## What this task involves
Could you work out the number of lines in the listing that include the word "Sans" and reply with that figure alone?

★ ★ ★ ★ ★

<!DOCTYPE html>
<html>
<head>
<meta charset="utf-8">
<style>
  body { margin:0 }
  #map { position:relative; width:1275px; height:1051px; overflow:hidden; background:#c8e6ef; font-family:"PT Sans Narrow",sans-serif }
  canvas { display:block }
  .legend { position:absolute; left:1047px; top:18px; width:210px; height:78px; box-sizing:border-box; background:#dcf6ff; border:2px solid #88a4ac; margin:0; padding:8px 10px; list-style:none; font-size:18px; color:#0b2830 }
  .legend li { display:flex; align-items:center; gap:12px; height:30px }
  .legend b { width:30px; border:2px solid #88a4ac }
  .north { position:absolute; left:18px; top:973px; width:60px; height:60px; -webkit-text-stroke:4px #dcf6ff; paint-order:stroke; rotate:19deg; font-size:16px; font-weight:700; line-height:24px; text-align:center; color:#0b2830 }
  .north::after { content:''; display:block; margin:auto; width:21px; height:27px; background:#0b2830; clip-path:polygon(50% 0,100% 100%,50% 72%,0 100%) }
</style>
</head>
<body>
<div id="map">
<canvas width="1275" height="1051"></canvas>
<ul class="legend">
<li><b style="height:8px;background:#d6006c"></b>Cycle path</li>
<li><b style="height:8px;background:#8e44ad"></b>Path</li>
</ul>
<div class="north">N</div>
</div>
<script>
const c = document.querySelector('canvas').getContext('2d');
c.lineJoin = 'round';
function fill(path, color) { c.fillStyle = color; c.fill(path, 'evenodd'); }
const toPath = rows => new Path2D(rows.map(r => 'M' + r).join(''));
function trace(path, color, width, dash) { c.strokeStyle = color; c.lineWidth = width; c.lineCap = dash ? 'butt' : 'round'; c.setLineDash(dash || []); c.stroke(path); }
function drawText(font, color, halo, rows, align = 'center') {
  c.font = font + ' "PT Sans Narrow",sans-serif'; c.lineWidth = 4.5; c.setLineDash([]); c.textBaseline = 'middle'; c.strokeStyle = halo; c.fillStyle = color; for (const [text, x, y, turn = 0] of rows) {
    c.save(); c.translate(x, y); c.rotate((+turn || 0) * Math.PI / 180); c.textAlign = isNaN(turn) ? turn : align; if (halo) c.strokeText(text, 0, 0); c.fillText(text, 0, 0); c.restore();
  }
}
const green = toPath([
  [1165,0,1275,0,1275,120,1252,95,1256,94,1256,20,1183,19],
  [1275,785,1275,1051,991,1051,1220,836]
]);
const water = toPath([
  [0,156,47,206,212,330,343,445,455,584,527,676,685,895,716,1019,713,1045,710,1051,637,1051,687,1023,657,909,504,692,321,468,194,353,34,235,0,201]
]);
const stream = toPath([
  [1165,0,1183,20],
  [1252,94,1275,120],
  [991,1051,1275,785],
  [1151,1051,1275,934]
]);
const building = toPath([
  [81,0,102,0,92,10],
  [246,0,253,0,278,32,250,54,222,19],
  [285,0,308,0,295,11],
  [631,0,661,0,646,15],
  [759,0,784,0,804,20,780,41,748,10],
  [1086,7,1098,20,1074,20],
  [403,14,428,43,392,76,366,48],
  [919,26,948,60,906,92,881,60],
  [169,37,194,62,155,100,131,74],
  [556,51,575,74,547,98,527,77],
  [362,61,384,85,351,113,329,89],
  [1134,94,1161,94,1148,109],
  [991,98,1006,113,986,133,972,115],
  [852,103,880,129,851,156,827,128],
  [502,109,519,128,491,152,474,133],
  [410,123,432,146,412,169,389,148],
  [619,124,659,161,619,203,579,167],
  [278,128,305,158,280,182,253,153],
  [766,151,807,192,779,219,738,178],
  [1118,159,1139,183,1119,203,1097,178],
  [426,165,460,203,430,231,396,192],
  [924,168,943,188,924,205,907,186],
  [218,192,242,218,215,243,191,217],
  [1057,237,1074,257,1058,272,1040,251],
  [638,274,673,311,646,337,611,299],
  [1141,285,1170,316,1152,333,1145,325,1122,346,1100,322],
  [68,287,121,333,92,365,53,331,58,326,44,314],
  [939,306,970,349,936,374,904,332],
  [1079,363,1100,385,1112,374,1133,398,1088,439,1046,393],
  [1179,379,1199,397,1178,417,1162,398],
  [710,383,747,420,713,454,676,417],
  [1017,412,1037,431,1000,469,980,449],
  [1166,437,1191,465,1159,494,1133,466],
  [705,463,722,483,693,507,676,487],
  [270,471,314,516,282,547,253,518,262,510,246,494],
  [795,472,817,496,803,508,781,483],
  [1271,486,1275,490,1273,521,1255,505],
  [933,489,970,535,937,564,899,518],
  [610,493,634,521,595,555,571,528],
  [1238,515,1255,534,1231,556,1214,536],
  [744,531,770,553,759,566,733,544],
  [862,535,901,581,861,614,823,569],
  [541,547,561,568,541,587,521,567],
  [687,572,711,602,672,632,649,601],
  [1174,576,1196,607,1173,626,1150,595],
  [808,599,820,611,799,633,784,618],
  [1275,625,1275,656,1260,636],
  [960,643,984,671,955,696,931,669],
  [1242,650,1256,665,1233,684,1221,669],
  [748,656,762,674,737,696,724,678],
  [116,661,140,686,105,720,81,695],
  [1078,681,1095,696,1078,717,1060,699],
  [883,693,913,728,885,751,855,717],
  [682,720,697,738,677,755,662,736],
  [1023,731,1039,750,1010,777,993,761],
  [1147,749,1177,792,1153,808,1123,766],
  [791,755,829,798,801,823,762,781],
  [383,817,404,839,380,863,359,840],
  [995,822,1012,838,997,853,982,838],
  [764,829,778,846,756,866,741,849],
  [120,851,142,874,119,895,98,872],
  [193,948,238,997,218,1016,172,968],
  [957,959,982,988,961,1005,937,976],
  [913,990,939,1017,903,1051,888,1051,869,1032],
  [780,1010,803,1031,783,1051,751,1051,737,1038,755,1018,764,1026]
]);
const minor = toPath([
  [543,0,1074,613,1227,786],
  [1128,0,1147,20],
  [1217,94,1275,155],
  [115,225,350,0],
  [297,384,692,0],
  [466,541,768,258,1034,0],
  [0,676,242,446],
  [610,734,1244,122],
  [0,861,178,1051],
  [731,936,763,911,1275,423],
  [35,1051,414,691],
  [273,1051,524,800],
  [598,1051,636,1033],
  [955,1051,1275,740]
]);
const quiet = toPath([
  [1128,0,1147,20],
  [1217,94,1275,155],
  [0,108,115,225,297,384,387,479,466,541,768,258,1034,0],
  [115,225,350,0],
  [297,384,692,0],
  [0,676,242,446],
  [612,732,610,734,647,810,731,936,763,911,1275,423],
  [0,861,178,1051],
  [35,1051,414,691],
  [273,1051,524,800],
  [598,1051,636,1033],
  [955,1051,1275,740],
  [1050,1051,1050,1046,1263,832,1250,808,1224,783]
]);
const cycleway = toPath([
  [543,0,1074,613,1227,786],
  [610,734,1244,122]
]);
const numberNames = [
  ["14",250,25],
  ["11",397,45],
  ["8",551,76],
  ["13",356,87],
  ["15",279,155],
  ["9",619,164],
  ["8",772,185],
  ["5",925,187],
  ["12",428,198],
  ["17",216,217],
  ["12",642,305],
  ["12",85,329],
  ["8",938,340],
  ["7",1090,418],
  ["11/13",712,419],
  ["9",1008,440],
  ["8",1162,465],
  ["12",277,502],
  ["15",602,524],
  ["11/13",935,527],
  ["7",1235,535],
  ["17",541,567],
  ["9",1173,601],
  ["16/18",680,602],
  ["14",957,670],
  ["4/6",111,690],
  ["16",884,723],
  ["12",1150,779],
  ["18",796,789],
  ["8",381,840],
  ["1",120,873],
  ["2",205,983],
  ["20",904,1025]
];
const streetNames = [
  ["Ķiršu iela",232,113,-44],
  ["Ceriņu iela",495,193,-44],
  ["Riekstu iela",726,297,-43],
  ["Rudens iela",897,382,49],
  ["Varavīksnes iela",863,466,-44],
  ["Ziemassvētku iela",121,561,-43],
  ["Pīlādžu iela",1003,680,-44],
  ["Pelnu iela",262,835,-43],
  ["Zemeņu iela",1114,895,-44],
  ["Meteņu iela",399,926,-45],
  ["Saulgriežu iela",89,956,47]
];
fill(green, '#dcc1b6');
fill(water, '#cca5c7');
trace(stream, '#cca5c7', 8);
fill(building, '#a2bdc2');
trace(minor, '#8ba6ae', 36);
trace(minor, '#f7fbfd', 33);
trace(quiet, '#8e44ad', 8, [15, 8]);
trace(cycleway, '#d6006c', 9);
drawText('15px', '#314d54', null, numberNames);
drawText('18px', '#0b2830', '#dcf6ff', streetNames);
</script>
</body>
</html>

★ ★ ★ ★ ★

## Worked solution
2